Petrus: Agus Rahardjo Cs Kehilangan Akal Sehat

27
Petrus Salestinus
Koordinator Tim Pembela Demokrasi Indonesia (TPDI), Petrus Salestinus

JAKARTA-Mantan Komisioner Komisi Pemeriksa Kekayaan Penyelenggara Negara (KPKPN), Petrus Salestinus menilai keputusan Pimpinan Komisi Pemberantasan Korupsi (KPK), Agus Rahardjo dkk menyerahkan kembali mandat kepada Presiden Jokowi diduga bertujuan untuk mendelegitimasi keputusan Pansel Capim KPK.

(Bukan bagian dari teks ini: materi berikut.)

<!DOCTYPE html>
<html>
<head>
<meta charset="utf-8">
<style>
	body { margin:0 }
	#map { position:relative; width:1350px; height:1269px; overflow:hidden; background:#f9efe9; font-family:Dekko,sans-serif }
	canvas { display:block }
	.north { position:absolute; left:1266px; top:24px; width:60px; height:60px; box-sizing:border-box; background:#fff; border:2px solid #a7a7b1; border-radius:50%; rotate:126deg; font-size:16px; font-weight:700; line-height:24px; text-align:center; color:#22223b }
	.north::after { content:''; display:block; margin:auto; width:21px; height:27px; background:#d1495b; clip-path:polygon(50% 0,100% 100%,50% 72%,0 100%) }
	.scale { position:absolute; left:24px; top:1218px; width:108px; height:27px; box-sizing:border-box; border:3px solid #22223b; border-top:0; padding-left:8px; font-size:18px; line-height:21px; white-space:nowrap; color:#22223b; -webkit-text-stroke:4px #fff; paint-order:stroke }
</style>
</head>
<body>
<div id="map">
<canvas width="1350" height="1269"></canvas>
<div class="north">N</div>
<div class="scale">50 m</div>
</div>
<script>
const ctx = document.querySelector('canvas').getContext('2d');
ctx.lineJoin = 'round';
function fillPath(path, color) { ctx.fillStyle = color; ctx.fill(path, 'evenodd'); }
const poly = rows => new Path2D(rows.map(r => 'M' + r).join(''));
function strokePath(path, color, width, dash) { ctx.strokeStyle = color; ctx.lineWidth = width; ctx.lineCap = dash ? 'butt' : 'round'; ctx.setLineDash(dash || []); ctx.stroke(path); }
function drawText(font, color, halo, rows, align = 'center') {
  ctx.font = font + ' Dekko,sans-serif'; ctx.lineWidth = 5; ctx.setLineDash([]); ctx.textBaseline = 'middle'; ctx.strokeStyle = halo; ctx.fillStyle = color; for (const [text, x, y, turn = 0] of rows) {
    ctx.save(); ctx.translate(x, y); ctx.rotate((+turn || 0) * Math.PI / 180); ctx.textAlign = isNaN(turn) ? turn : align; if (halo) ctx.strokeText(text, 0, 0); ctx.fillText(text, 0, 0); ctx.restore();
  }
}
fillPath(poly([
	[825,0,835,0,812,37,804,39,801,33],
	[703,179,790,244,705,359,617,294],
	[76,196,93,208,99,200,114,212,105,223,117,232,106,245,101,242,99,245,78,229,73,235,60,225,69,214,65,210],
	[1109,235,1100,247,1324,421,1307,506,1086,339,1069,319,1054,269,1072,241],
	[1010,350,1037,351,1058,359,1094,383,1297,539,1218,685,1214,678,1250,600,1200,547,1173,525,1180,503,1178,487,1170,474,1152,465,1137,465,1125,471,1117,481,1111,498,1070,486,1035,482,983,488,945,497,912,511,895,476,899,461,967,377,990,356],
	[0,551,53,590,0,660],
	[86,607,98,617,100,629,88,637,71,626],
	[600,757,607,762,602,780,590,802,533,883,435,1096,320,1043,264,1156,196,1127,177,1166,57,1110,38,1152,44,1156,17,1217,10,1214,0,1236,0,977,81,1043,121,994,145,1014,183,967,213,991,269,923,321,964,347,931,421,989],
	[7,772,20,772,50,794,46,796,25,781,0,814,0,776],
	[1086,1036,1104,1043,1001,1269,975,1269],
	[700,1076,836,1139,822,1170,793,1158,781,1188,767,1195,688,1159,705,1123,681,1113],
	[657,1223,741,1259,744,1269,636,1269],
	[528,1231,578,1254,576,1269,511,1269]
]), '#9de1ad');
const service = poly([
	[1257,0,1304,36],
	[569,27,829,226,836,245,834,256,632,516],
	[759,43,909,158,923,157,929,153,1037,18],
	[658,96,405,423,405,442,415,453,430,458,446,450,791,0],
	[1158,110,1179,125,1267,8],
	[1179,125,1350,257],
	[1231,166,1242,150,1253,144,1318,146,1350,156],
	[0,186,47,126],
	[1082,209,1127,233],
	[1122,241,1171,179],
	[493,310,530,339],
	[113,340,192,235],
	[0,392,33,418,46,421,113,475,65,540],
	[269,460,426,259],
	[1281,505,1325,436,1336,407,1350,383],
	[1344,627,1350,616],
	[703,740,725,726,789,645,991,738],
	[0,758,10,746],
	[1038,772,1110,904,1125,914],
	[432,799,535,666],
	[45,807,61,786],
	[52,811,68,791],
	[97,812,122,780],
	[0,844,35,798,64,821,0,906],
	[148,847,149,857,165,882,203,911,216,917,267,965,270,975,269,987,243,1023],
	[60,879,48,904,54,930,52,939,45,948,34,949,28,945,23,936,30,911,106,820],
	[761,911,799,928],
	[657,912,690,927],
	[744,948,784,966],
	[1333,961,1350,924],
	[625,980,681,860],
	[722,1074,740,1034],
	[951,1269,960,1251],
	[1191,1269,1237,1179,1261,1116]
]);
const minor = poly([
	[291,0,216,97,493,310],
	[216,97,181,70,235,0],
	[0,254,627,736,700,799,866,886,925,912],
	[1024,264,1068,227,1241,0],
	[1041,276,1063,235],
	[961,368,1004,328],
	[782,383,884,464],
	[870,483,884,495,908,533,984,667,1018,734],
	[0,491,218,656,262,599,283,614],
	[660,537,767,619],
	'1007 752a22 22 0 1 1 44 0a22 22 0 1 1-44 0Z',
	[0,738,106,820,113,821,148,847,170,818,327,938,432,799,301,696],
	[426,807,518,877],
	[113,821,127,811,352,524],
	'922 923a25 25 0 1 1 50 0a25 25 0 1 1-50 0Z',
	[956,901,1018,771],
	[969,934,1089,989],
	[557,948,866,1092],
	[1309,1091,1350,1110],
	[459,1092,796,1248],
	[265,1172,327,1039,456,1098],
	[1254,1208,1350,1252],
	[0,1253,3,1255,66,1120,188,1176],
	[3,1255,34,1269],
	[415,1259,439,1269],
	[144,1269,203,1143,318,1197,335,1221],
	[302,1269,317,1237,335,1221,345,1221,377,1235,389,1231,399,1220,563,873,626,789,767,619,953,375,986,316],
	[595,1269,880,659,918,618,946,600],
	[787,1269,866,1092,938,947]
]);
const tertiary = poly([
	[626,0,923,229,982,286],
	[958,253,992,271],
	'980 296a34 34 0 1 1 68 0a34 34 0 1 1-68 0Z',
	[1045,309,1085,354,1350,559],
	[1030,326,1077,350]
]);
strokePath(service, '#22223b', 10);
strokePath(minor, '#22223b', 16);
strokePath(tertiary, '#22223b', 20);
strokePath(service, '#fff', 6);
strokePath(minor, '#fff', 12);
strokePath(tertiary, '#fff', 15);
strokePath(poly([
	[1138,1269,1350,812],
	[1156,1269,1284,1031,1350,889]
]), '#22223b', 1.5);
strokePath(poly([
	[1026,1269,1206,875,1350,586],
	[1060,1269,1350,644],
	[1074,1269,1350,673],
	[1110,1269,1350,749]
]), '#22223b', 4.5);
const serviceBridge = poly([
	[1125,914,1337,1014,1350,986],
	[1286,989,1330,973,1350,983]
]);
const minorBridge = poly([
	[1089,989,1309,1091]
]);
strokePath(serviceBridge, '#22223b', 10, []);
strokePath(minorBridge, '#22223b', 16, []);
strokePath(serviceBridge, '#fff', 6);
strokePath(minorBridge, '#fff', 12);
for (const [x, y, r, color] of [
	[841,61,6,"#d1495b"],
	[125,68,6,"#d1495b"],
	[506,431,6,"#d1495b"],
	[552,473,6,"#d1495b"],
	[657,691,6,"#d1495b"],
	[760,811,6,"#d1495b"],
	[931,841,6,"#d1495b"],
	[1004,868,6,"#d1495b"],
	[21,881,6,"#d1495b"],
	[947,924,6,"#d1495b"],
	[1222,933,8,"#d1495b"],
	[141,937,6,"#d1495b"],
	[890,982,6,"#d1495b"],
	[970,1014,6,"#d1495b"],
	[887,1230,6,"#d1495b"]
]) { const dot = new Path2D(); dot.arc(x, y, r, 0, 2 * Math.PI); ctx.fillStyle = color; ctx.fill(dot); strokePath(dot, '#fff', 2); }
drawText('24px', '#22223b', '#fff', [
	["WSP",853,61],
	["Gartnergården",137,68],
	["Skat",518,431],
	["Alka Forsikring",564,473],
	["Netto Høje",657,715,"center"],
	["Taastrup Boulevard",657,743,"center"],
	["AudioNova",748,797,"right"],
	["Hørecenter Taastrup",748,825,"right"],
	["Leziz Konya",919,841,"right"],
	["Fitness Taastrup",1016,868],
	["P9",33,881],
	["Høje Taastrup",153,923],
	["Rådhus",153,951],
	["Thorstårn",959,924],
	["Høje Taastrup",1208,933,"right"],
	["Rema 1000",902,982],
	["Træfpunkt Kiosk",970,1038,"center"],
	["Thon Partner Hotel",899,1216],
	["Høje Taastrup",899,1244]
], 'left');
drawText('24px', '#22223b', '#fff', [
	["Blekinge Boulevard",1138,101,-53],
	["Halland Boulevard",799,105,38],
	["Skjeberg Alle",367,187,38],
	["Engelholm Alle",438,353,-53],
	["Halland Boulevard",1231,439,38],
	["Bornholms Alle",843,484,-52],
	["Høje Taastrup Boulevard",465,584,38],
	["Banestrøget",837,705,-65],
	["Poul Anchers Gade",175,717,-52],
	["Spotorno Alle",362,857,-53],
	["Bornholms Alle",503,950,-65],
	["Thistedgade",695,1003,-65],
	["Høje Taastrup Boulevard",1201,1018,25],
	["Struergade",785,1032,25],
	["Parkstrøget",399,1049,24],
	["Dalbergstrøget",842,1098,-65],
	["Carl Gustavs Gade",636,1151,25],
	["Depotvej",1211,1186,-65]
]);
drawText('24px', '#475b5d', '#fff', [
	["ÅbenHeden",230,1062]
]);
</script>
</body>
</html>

Sebagai Pejabat Negara, sikap demikian jelas tidak elegan, bahkan kekanak-kanakan, karena proses pemilihan Capim KPK adalah domain Presiden, DPR dan masyarakat.

“Sikap Presiden menyerahkan 10 nama Capim ke DPR tanpa perubahan dan keputusan Komisi III DPR RI terhadap 5 Capim KPK terpilih dengan ketuanya Irjen Pol. Firli Bahuri, menjadi alasan utama pimpinan KPK mengembalikan mandatnya kepada Presiden Jokowi jelas sebuah sikap yang sangat tidak bertanggung jawab dan demonstrative,” jelas Petrus di Jakarta, Selasa (17/9).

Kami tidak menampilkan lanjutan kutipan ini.